En La ola, Lee insiste en ese margen central como motivo para construir una historia. Vemos a una niña jugando en la playa, del lado seguro de la arena. El medianil la protege del mar, con quien inicia una disputa, hasta que el agua rompe ese límite virtual y lo desborda todo, trayendo consigo el peligro, pero también los regalos que ganamos cuando nos arriesgamos a cruzar al otro lado (es lo que insistentemente nos prometen las historias). Entonces aquí se trata no solo de un límite formal o imaginativo, sino de una frontera moral. El libro, aliado con su estructura, logra ofrecernos un universo en el que la página se convierte en una metáfora de la vida.

Para completar la tesis que conecta a su trilogía, Lee explica el proceso de creación de Sombras, un libro que se lee en dirección vertical.

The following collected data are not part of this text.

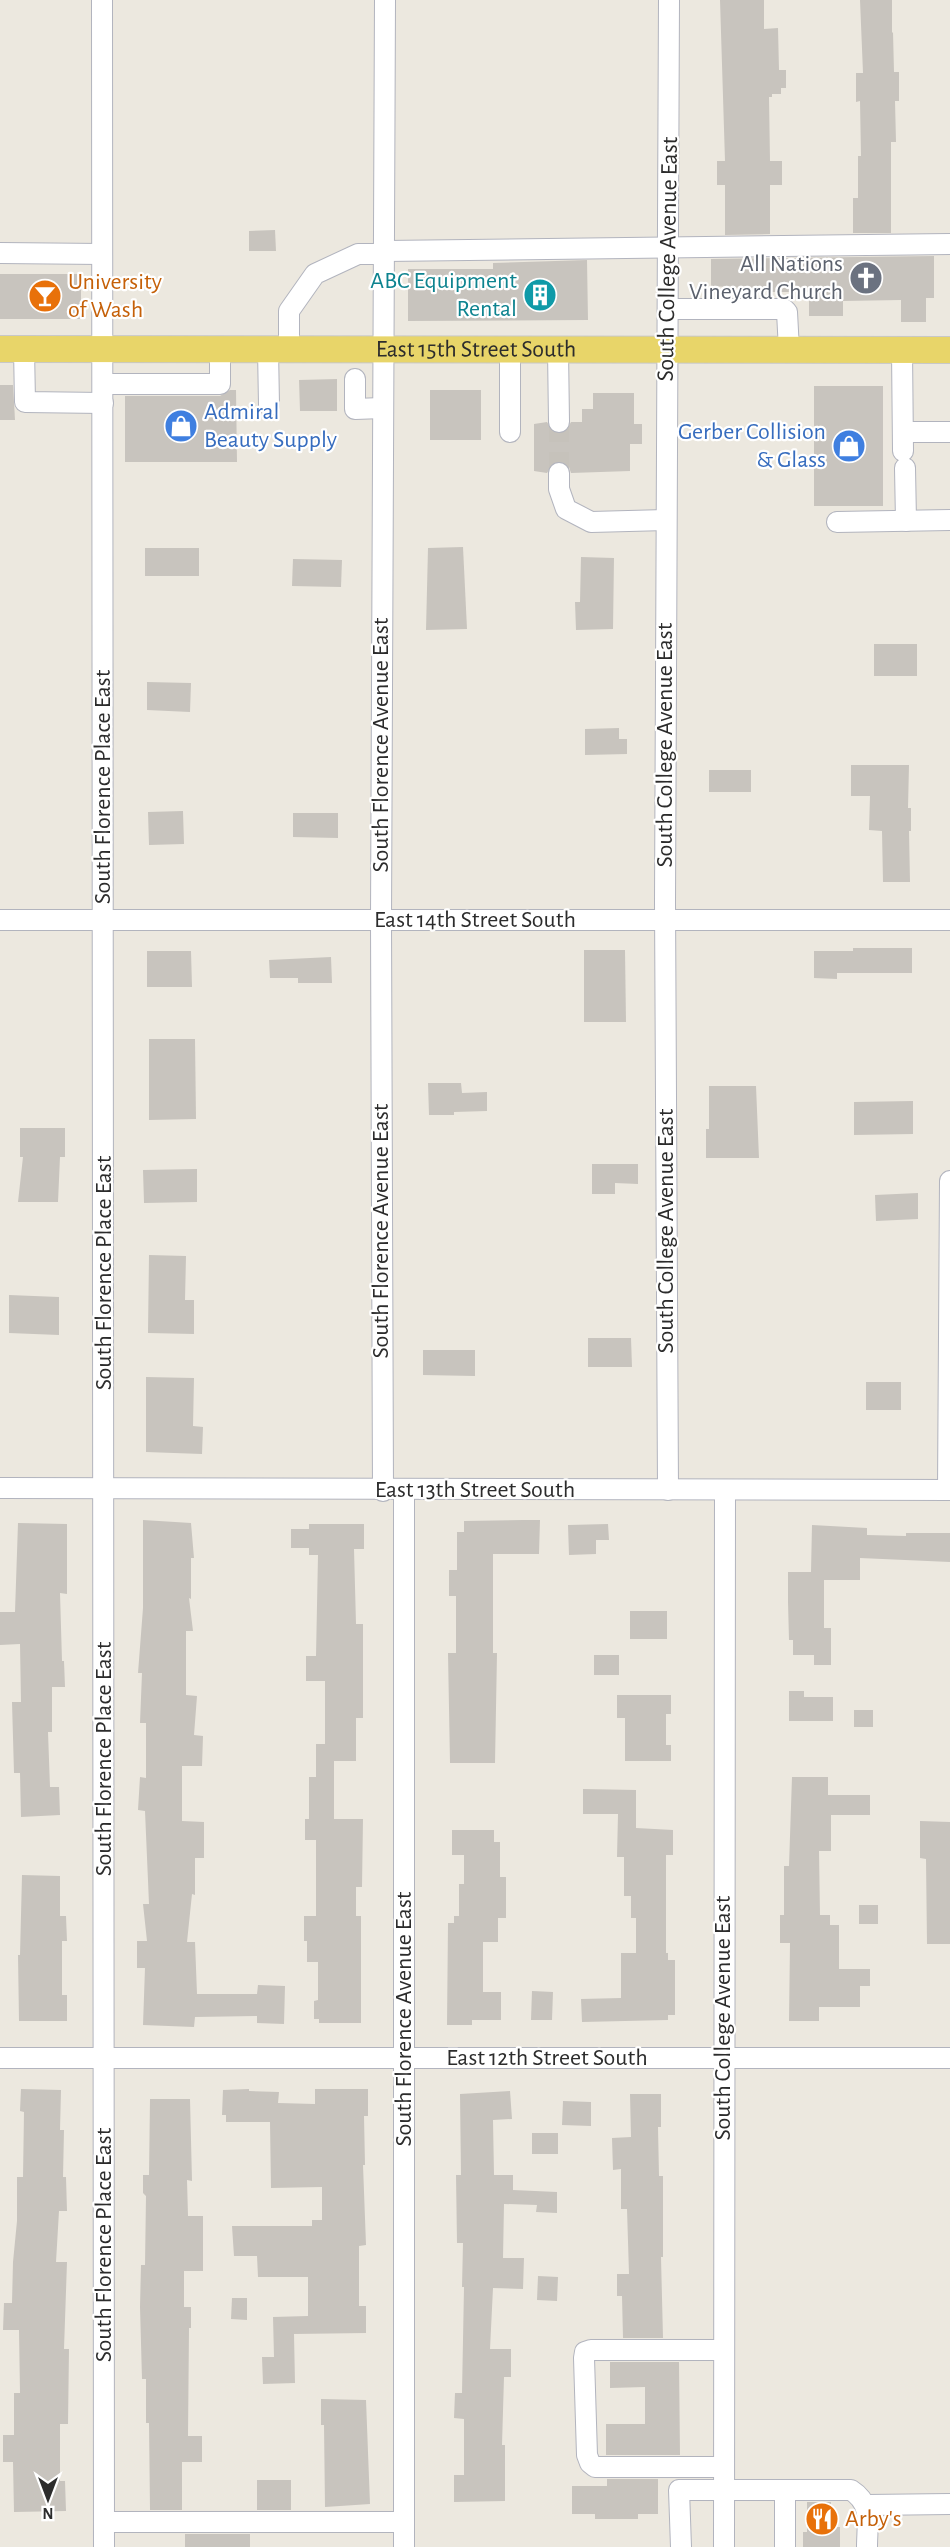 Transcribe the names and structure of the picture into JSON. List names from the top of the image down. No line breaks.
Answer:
{"streets":{"main road":["East 15th Street South"],"street":["South College Avenue East","South Florence Avenue East","South Florence Place East","East 14th Street South","East 13th Street South","East 12th Street South"]},"crossings":[["South College Avenue East","East 15th Street South"],["South College Avenue East","East 14th Street South"],["South College Avenue East","East 13th Street South"],["South College Avenue East","East 12th Street South"],["East 15th Street South","South Florence Avenue East"],["East 15th Street South","South Florence Place East"],["South Florence Avenue East","East 14th Street South"],["South Florence Avenue East","East 13th Street South"],["South Florence Avenue East","East 12th Street South"],["South Florence Place East","East 14th Street South"],["South Florence Place East","East 13th Street South"],["South Florence Place East","East 12th Street South"]],"places":{"church":["All Nations Vineyard Church"],"building":["ABC Equipment Rental"],"bar":["University of Wash"],"shop":["Admiral Beauty Supply","Gerber Collision & Glass"],"restaurant":["Arby's"]},"north":"bottom"} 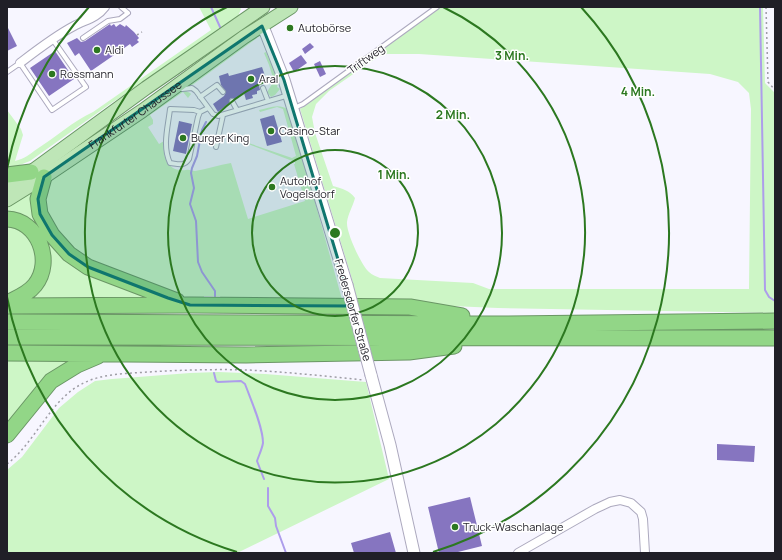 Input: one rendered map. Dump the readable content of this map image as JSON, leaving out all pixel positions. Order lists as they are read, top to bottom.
{
  "streets": {
    "main road": ["Frankfurter Chaussee"],
    "street": ["Fredersdorfer Straße"],
    "lane": ["Triftweg"]
  },
  "crossings": [
    ["Triftweg", "Fredersdorfer Straße"],
    ["Frankfurter Chaussee", "Fredersdorfer Straße"]
  ],
  "places": [
    "Autobörse",
    "Aldi",
    "Rossmann",
    "Aral",
    "Casino-Star",
    "Burger King",
    "Autohof Vogelsdorf",
    "Truck-Waschanlage"
  ],
  "rings": [
    "3 Min.",
    "4 Min.",
    "2 Min.",
    "1 Min."
  ]
}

Lo que el medianil marca es el límite del suelo sobre el que se proyectan las sombras de los objetos, escenario del juego, y de la niña. Y como ya es de esperarse, en el momento más intenso, las sombras y el mundo real se mezclan, convirtiendo el supuesto piso en un portal por el que se combinan y alteran las lógicas de los dos planos.

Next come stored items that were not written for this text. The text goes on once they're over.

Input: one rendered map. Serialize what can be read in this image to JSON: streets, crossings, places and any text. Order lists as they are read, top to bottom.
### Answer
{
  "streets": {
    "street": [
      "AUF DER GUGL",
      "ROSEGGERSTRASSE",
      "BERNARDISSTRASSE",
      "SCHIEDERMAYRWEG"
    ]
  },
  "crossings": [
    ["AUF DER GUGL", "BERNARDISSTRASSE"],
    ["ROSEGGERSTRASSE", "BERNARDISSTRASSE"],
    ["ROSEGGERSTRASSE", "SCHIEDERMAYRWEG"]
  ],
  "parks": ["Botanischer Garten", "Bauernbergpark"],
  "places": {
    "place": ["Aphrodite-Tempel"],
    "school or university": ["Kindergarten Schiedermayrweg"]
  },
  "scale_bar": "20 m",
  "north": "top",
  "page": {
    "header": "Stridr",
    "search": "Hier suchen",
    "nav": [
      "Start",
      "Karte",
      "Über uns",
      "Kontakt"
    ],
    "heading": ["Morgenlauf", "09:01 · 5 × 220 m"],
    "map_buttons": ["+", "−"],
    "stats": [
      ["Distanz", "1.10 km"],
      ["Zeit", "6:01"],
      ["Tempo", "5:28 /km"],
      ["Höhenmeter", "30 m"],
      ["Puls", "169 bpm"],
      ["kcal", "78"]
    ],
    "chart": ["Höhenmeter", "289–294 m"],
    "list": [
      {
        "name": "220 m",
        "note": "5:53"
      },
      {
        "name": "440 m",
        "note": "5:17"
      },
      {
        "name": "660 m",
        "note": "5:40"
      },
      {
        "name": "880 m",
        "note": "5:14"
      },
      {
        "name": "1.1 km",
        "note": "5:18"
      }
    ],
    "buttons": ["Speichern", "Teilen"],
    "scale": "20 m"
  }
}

Lee recorre página a página sus tres libros para explicar qué decisiones tomó en el camino que determinaron el resultado final. A la par de su relato, hace anotaciones sobre los facsimilares para señalar detalles, movimientos sutiles que terminaron por redondear la ficción. El público principal de los libros de Lee son los niños, así que incluye comentarios que ellos han hecho de su trabajo (lo que demuestra lo fácil que les resulta entrar en las reglas que propone el papel estelar del medianil), e incluso reinterpretaciones de sus ilustraciones. Lo que tienen para decir los lectores sobre los libros suma a la indagación sobre cómo la materialidad de estos influye en la manera en que leemos, pues la construcción de un libro no termina hasta que no cae en manos de alguien y es visto, desentrañado, manipulado y leído. Sabiendo esto, Lee concluye la revisión de su propia obra con unos comentarios generales acerca de lo aprendido, que bien podrían ser un punto de partida para las lecturas por venir:
Hay algo que no he dicho, pero que termina de enmarcar la magnitud del hallazgo tan personal que hace Suzy Lee de las dimensiones del impreso: los relatos prescinden de palabras, son libros silentes que basan el avance de la historia en la tensión que proponen las imágenes. Al descubrimiento de las características físicas del libro como un motivo narrativo, se suma el hecho de que debemos reconocernos como lectores de trazos capaces de reconstruir una trama, ambigua y sugerente, con los ecos de palabras no dichas, una apertura en beneficio de un lector sin edad ni idioma específicos. ¿Es posible que un solo objeto, armado con papel, pega, hilo y tinta, sea capaz de producir tantos efectos? De la mano de Suzy Lee la respuesta tendría que ser: sí, porque es un libro.